Showing posts with label PECS. Show all posts
Showing posts with label PECS. Show all posts

Tuesday 15 November 2022

Facilitated Communication leading to Un-facilitated Communication?

I am surprised how many people with level 3 autism reach adulthood without a means of communication. By that I mean any means of communication, such as:

·        Sign language

·        PECs

·        Augmentative and Alternative Communication (AAC) devices

·        An iPad

·        Writing by hand

·        Typing on a keyboard

·        Talking

You would think that in special schools around the world children would all be taught some method of communication. After all, they have 8 hours a day for 12-15 years to do it.

I am surprised that even in the US and Canada this is not the case.
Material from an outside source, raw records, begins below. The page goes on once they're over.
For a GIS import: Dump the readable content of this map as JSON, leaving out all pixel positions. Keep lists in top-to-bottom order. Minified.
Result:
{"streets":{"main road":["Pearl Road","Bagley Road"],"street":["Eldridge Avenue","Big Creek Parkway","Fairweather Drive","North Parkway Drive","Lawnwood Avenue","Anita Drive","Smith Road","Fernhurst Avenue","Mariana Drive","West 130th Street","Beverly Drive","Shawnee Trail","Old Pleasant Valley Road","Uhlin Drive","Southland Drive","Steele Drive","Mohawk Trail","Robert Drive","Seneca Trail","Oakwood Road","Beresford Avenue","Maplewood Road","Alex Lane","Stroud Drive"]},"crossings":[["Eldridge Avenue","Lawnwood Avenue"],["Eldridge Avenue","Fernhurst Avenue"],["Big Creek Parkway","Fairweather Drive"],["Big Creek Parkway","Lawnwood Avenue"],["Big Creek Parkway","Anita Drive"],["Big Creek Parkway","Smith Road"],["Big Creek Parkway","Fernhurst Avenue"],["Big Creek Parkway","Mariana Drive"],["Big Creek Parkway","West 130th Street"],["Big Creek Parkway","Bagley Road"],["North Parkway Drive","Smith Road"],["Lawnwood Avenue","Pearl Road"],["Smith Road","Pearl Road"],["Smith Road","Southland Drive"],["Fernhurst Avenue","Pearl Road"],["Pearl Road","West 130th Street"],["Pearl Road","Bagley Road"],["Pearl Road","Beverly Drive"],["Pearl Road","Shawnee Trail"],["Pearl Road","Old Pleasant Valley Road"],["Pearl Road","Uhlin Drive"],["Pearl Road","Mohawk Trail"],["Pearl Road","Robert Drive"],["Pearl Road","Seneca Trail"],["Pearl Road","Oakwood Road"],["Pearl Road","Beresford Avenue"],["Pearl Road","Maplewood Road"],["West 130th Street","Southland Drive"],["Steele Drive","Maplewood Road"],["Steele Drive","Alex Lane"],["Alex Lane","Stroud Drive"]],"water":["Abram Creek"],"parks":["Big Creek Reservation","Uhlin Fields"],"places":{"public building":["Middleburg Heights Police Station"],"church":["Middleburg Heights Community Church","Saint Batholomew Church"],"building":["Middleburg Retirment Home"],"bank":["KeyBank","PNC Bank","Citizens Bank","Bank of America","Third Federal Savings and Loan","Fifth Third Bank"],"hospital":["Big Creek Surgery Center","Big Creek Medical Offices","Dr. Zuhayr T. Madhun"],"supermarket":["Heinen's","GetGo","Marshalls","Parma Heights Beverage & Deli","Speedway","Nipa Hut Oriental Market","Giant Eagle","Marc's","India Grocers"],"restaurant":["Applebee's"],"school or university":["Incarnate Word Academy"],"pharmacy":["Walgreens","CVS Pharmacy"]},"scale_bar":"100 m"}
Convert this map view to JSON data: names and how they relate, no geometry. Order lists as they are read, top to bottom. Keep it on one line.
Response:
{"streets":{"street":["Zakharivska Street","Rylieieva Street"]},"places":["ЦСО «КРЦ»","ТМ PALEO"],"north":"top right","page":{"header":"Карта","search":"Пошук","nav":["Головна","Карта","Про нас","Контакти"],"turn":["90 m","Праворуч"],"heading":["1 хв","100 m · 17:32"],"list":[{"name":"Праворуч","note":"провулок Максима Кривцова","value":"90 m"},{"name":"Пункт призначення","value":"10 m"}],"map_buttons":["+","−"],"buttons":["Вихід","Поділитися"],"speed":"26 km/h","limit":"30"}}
In most of the world special education has much less funding and it is of no surprise that what learning does occur mostly takes place at home.

I was recently going through my book collection, making some notes for what might be useful for my own upcoming book.

When it comes to autism books, I have a couple written by doctors with their treatment ideas. I do like Dr Chez and did buy his book; some readers of this blog do consult him.

I also have a copy of Dr Bryan Jepson’s book, I only skimmed through it.  He has two autistic children, one adopted, and used to work at Thoughtful House in Atlanta, where Dr Wakefield took a position after quitting the UK.  I was curious what happened to Dr Jepson. He went back to being a regular doctor.  His two sons are now adults living at home with him, both are non-verbal and both can be aggressive.  In many ways that sounds like an aging parent’s worst nightmare.  The good news is that both learned to communicate, one can type his thoughts and the other communicates via an iPad.  What I found interesting was that the communication breakthrough did not come at school, but rather courtesy of Soma Mukhopadhyay and her facilitated communication program in Austin, called the rapid prompting method (RPM).  Many parents of kids/adults with severe autism really trash facilitated communication.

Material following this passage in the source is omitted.